In 1995, Gekko Systems employed one part-time staff member and had an estimated annual turnover of $55,000. Today the company employs 100 staff and has an annual turnover of nearly $40 million. Given that new mining technology takes an average of 15–20 years to be accepted by the market place, continued strong growth is expected.
Gekko Systems began as a single technology business but now specialises in designing and manufacturing minerals processing solutions that boost productivity, and reduce the environmental footprint and costs for mining companies worldwide, particularly those in the gold sector. More recently, systems have also been installed for the recovery of polymetallics – silver, tin and zinc – and coal.
The company is based in the historic gold mining town of Ballarat in Victoria but has always had a global focus. It operates offices in Johannesburg, Perth, Santiago and Vancouver, and has 400 units installed in 40 countries.
"We have been the beneficiary of government support at many significant steps in our 15-year history, and in nearly every case the support enabled and encouraged us to take a bigger, more ambitious step than we would have on our own," Lewis-Gray says.
The company's first assistance was a dollar-for-dollar R&D Start Grant for the development of the InLine Pressure Jig.

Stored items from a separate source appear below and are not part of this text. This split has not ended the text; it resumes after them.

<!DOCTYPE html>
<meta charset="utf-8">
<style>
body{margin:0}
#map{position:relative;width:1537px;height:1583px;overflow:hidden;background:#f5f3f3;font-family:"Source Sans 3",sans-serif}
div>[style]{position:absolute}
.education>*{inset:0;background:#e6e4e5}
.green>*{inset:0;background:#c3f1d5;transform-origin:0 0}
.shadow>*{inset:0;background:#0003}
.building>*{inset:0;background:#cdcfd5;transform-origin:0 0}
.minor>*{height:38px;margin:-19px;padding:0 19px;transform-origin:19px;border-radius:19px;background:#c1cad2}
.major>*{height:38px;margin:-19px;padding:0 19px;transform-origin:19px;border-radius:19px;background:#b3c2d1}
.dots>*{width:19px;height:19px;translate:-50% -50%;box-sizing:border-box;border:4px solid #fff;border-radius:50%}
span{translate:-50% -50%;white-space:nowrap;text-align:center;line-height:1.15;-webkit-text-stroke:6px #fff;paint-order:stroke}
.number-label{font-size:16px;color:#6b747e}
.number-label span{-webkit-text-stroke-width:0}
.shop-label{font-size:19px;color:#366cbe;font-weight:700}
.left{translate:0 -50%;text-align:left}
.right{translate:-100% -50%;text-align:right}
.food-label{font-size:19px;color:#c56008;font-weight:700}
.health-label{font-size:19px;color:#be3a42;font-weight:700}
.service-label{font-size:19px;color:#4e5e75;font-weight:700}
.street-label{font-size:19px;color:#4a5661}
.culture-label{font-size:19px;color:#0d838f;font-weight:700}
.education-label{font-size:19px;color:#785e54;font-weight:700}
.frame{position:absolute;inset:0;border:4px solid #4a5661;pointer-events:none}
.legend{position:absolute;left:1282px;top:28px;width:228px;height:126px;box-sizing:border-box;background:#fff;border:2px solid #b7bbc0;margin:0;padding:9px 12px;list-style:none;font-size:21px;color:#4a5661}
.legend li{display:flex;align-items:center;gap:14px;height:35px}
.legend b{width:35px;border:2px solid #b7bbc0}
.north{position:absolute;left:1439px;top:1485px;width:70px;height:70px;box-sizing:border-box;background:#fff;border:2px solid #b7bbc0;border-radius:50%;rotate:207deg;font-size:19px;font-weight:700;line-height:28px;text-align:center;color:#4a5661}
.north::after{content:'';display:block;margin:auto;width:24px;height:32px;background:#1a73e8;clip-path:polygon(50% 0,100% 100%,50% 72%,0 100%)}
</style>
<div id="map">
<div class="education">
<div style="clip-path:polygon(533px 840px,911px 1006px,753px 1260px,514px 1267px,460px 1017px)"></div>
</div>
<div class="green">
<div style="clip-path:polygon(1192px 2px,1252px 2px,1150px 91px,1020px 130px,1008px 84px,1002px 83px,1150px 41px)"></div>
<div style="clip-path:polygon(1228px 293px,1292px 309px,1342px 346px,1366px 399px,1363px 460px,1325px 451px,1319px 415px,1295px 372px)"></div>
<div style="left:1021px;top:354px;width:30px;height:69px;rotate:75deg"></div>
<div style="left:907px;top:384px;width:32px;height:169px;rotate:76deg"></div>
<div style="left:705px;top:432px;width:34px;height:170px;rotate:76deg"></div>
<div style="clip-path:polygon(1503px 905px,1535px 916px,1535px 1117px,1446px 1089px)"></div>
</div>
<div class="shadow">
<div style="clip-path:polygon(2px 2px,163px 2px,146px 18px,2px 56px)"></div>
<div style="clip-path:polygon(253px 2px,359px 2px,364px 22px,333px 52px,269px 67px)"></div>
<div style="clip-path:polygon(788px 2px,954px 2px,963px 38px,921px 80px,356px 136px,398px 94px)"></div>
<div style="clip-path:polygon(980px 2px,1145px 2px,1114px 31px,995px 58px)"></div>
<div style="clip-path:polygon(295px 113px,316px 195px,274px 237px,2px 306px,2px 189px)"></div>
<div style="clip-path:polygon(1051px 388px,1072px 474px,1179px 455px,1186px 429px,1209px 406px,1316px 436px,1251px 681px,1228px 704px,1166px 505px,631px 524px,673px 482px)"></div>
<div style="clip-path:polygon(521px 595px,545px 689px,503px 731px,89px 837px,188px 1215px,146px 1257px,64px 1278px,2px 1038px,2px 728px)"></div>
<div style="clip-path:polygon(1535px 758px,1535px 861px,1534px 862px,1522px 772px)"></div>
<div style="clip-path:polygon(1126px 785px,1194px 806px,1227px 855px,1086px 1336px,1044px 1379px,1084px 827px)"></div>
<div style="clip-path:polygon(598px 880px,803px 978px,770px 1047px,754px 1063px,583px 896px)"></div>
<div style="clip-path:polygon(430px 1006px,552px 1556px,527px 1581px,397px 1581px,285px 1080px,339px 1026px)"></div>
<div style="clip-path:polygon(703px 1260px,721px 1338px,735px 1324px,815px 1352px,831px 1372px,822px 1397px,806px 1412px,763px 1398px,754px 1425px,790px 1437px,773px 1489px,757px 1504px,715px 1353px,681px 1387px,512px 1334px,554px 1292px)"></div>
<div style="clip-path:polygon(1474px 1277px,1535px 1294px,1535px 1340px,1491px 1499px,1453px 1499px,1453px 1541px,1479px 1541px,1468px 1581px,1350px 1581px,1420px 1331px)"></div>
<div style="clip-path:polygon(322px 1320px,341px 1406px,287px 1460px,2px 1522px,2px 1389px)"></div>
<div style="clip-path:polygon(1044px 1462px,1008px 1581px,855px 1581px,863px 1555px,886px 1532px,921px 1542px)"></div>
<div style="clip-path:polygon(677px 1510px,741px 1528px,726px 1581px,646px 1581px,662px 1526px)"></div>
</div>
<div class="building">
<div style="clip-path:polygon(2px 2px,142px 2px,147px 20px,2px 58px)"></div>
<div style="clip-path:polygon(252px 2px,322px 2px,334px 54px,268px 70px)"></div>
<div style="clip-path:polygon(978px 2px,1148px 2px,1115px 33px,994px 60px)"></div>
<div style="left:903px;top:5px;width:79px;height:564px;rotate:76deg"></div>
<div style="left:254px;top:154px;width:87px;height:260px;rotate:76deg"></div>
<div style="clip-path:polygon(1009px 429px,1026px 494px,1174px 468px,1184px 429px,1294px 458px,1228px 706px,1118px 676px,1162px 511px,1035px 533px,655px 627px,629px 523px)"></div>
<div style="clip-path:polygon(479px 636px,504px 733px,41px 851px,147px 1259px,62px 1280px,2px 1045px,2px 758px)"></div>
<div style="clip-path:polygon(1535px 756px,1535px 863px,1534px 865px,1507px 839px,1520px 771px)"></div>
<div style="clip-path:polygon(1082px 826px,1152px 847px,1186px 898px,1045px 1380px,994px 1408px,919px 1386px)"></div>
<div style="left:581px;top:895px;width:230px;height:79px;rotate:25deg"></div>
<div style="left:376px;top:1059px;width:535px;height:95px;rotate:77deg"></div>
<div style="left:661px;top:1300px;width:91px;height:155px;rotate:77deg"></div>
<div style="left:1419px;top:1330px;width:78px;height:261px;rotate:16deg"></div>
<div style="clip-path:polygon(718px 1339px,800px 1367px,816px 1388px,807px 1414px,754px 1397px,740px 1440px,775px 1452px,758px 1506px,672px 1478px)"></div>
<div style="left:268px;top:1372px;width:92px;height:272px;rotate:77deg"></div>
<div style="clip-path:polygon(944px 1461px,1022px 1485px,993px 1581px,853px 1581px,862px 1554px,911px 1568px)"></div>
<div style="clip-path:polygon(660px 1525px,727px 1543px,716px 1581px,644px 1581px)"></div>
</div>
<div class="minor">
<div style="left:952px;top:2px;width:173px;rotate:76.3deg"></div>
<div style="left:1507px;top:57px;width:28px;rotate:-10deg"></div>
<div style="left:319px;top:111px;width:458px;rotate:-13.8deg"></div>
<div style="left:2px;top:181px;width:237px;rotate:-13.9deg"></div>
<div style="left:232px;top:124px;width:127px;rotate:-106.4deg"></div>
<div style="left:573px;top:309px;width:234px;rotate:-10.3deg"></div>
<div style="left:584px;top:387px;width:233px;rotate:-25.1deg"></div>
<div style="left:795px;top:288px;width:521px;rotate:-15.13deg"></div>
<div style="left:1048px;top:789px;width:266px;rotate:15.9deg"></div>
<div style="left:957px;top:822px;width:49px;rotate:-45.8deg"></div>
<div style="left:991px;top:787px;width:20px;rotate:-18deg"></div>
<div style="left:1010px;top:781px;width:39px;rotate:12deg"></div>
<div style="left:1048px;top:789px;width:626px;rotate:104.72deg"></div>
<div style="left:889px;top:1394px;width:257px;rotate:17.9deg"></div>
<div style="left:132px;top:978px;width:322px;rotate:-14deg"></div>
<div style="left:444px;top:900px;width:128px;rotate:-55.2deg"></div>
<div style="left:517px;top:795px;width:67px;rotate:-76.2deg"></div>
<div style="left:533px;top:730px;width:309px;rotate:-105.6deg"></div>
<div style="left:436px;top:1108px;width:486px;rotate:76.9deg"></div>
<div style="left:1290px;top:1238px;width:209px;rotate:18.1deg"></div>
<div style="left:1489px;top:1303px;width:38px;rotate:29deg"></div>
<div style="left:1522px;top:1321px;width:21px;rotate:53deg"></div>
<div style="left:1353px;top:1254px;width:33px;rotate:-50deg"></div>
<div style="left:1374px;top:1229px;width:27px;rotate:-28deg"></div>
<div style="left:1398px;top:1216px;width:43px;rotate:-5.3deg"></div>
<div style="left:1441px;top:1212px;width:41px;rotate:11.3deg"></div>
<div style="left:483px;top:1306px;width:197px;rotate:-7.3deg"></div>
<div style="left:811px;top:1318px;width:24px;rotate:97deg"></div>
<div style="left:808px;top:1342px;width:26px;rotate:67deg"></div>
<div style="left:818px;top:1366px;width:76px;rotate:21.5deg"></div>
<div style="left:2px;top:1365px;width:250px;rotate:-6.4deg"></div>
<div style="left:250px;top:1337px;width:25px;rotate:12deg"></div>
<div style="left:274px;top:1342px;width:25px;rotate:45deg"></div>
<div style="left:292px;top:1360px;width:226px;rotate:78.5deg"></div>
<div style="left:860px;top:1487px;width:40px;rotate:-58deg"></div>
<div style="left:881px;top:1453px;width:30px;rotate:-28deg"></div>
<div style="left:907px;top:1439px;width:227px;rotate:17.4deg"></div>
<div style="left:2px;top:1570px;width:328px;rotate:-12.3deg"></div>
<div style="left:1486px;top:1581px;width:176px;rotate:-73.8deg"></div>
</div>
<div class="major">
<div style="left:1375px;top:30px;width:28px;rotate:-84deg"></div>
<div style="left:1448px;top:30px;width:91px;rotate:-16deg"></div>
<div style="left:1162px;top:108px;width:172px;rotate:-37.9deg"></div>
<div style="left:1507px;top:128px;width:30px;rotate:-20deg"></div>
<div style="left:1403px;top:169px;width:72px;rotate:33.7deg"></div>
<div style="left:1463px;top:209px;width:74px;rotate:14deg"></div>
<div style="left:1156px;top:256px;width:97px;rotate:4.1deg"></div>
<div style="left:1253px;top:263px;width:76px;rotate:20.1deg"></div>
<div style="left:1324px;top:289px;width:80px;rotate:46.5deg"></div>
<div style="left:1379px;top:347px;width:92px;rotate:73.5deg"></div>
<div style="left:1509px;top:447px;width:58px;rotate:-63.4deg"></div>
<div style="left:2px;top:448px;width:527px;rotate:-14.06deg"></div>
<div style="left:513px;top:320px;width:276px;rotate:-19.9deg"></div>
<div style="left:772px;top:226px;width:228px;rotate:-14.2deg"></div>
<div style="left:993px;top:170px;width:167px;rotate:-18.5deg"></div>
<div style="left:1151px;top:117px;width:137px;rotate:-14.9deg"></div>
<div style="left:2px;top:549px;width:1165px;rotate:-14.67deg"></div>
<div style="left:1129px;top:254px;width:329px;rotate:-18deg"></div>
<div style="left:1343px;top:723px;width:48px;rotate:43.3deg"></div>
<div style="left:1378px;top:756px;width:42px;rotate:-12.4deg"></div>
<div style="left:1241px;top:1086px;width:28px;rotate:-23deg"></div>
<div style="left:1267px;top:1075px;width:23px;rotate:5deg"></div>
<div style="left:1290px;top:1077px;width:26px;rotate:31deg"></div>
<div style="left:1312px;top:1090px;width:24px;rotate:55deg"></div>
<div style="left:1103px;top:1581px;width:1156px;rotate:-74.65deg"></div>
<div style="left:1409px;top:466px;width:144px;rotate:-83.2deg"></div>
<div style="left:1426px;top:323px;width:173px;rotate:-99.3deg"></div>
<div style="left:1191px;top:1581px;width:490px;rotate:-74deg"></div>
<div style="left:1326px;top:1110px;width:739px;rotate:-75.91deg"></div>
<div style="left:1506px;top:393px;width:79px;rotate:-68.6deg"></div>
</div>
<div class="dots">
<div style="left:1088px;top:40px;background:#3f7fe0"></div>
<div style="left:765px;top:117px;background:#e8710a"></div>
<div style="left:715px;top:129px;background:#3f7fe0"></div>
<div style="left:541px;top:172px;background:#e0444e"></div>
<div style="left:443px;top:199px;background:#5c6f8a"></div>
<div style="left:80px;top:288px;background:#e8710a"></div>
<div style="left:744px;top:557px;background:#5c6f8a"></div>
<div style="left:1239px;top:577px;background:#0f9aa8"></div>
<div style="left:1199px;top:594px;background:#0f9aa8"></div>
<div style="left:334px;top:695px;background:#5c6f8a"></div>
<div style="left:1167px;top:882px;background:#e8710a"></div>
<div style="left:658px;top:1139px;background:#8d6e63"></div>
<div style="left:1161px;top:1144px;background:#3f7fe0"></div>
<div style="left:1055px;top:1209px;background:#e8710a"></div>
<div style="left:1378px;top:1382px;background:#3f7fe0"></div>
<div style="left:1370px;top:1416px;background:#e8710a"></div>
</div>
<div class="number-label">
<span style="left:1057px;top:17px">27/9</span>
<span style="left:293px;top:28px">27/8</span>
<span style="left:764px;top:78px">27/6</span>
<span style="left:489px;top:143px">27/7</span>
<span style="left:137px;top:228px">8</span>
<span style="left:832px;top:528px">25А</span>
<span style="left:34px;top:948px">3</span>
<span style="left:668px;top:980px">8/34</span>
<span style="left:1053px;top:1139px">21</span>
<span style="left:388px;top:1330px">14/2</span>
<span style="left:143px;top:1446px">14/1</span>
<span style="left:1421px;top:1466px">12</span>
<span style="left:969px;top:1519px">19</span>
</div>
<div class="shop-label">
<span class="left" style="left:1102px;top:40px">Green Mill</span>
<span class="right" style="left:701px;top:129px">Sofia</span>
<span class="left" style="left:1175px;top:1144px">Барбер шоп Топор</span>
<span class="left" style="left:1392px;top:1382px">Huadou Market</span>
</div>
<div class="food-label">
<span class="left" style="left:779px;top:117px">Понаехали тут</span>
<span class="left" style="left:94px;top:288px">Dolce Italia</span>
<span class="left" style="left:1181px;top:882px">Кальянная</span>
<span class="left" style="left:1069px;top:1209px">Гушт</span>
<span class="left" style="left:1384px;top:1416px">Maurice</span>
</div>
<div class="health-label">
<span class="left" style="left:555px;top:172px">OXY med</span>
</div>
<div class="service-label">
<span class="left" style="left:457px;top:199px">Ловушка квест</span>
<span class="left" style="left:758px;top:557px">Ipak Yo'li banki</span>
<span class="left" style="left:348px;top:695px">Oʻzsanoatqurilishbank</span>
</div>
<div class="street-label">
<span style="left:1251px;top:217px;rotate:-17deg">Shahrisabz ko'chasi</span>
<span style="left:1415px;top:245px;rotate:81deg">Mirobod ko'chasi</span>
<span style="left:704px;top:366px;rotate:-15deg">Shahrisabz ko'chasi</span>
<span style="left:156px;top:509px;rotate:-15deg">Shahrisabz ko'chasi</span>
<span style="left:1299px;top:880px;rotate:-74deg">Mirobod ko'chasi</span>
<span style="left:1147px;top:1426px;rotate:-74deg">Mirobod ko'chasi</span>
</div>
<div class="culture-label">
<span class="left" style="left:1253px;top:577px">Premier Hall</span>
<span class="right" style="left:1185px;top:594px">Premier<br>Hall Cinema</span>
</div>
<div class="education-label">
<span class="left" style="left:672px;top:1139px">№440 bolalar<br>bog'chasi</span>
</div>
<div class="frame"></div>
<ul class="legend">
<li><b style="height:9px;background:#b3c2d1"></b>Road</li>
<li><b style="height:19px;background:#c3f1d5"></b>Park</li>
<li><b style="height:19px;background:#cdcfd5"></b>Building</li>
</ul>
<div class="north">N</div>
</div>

"During our early ventures into the export market we accessed Austrade's Export Market Development Grants Scheme – this grant encouraged us to attend overseas trade shows and importantly helped us to set up our first international office in South Africa in 2000," she says.
"In 1999, when we realised that mining companies wanted a 'real' company to buy from, we raised capital through the Innovation Investment Fund (IIF) program to help us invest in professional staff, smart offices and manufacturing premises.
"Having external investors and a proper board structure proved to be critical to improving our corporate professionalism and provided much-needed support and advice. A successful trade sale by IIF Fund Manager Amwin to a high profile business angel from the mining technology and services sector added new expertise that has helped the business develop its systems and flourish."
In 2004, Gekko was awarded a $1.2 million R&D Start Grant to miniaturise and modularise its gold processing system for operation underground. This project has a 10-year time frame but has already returned many multiples of the investment in export sales.
"Our long-term goal is to be regarded as the premium supplier of technologically advanced solutions for mineral processing in the gold mining industry," Lewis-Gray says.
Gekko's close technical relationships with senior companies in the mining sector including Australia's largest gold producer Newcrest Mining, indicate that Gekko is on track to achieve its aim.
Gekko Systems has also benefited from the R&D Tax Concession and received assistance offsetting duties for goods being exported into overseas markets through the Austrade TradeStart program.
In recognition of her experience and success in business development, Elizabeth Lewis-Gray was appointed to the Industry Research and Development Board on 15 December 2005.